9. Make sure your name doesn't mean something bad in another language. Chevy Nova was the classic example. "Nova" means "doesn't go" in Spanish.
10. It's a grand slam home run if your name becomes generic - despite what the lawyers say. Google is now a verb!

11. Keep in mind your name has to serve at least two purposes: your Internet domain name and your trademark. Apple had to pay big bucks to McIntosh Labs for the Macintosh trademark, big bucks to the Beatles Apple Corps for Apple and the same to Cisco, I believe for iPhone.

Why not to include your financials in your exec sum

I've written about this before, but here's an analogy that might be helpful:

I don't advise startups to include financial projections in their exec sums. It is sort of like including references in your resume. You want to reserve this information for people who are truly interested whom you are meeting with. You will doubtless be revising these numbers and you don't want old numbers floating around. Also, raw numbers without the assumptions behind them can be misleading and may hurt you more than they help you.

Measuring and Managing

Another Peter Drucker quote: "If you can't measure it, you can't manage it." I often ask entrepreneurs what tool they use to manage their two key paths: development and customer acquisition. The answer is often, "well we have FoobarPro." My next question is, are you using it? And the answer is inevitably "not really."
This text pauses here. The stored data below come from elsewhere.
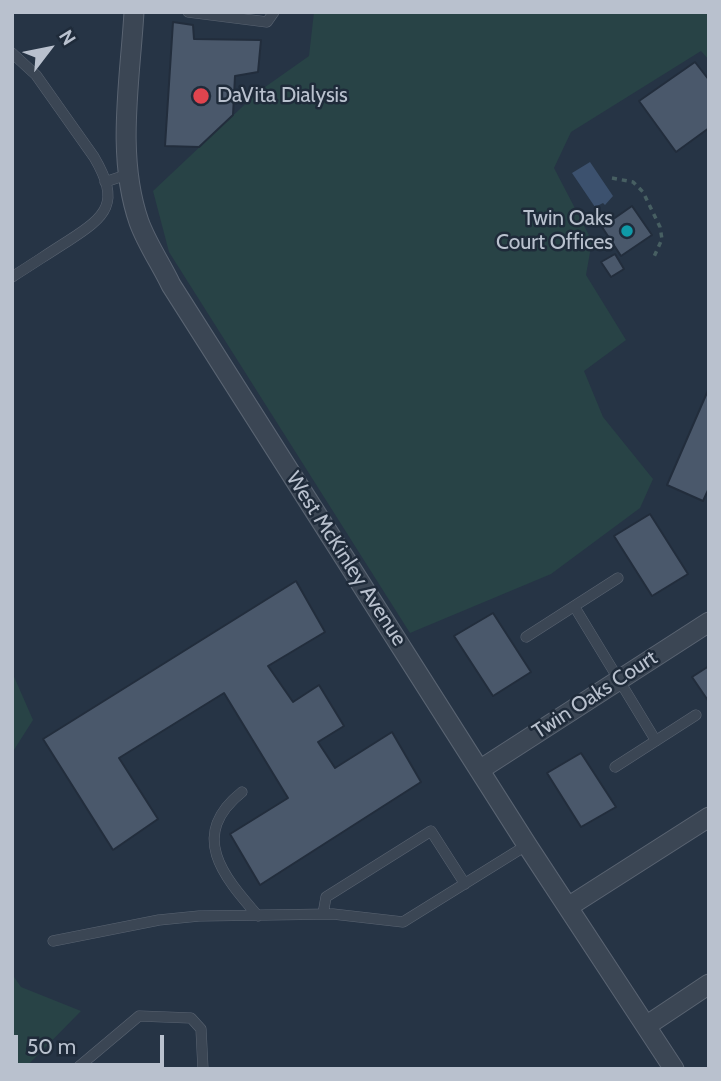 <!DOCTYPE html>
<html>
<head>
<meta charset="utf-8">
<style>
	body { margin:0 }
	#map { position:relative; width:721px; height:1081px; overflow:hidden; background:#263445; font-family:Cabin,sans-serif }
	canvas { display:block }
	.frame { position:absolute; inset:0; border:14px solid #b9c1ce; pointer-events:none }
	.north { position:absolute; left:14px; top:14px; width:70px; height:70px; -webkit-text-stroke:5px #1f2b3a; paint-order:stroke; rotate:58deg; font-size:19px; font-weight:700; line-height:28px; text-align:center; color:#b9c1ce }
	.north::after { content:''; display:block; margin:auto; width:24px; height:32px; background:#b9c1ce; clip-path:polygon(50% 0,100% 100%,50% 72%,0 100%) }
	.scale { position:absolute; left:14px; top:1035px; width:150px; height:32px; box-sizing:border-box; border:4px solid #b9c1ce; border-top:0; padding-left:9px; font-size:21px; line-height:24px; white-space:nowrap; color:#b9c1ce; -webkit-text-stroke:5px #1f2b3a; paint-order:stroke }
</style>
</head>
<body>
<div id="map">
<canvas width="721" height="1081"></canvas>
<div class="frame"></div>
<div class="north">N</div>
<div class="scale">50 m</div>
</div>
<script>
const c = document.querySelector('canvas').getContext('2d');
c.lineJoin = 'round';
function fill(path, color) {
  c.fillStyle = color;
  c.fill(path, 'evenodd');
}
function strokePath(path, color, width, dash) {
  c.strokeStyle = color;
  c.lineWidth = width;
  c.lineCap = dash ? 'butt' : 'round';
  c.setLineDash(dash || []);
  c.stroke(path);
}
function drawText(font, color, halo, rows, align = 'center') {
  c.font = font + ' Cabin,sans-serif';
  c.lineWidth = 5;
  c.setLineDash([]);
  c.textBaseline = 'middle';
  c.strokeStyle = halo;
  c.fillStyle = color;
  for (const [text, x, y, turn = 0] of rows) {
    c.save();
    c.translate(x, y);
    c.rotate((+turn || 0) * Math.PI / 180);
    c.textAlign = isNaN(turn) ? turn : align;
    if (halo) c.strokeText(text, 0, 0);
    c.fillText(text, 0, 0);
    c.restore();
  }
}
fill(new Path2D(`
	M314,12H709V60L701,51L571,132L554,168L592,241L586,275L626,340L584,371L603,417L653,479L640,508L551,574L410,633L169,252L153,191L258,92L309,56Z
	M12,672L33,720L12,753Z
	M12,974L21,987L81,1011L24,1069H12Z`), '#284346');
fill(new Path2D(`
	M590,162L613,196L605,205L603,203L595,207L572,173Z`), '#3c516e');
const building = new Path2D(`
	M173,22L193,25L194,39L261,40L258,72L235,76L233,115L199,147L165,146Z
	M695,62L709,80V128L676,152L639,101Z
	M632,206L652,235L621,256L602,227Z
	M615,254L624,269L611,277L601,262Z
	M709,388V488L703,501L667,485Z
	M650,514L688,574L652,596L614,536Z
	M296,581L325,632L268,666L293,702L319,685L344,726L318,742L335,768L392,732L421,782L260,885L230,834L288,798L224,693L119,758L158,819L113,850L43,739Z
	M493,613L531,672L493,696L454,636Z
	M709,666V702L692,677Z
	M581,753L616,807L581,827L547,773Z`);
fill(building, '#4a586b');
strokePath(building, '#222d3c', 2);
const lane = new Path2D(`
	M188,12L267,22L274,12
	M12,53L36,75L94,157C121,203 107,216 68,241C49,253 31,265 12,277
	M105,182L129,174
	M574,606L656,741
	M526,637L618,578
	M615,767L696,715
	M242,792C188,835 223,876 258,916
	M323,914L326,897L431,831L465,884
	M53,941L159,920L199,916L333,914L403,922L527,845
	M76,1069L139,1016L191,1018L201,1029L203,1069`);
const street = new Path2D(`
	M134,12C130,81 116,156 139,222C147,244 161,264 171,285L527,845L674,1069
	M481,769L709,622
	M568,907L709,817
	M646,1026L709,984`);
strokePath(lane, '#5a6472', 11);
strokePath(street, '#5a6472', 21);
strokePath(new Path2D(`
	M612,178L633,182L643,192L660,227L662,239L653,259`), '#475f62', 3.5, [5, 5]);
strokePath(lane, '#3b4654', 10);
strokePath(street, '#3b4654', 19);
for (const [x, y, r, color] of [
	[201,96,9,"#e0444e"],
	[627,231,7,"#0f9aa8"]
]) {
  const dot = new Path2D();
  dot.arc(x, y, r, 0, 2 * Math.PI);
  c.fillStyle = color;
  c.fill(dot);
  strokePath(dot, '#1f2b3a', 2.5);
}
drawText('21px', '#b9c1ce', '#1f2b3a', [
	["DaVita Dialysis",217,96],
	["Twin Oaks",613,219,"right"],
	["Court Offices",613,243,"right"]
], 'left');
drawText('21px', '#b9c1ce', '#1f2b3a', [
	["West McKinley Avenue",346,559,57],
	["Twin Oaks Court",595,695,-33]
]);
</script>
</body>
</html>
There used to be a good excuse to not use project management software - it was too hard to use, expensive, clunky etc. No more excuses! Whether its a general purpose tool like Basecamp or a specialized system for software development, there are tons of tools out there. But the best tool is useless if you don't use it.

My guess is that one reason startups avoid tight measurement and management processes is that they want to avoid conflicts. It's a lot easier to let things slip and slide than have to confront someone who isn't delivering on time, budget and/or quality. Most startups start by hiring their friends, which makes it even tougher to confront those who are underperforming.

It doesn't help to use a measurement or management tool if you aren't willing to do what it takes when actuals don't meet projections. So before you even start measuring, figure out how you are going to deal with those multiple situations that will come up when things don't measure up. A subject for another post.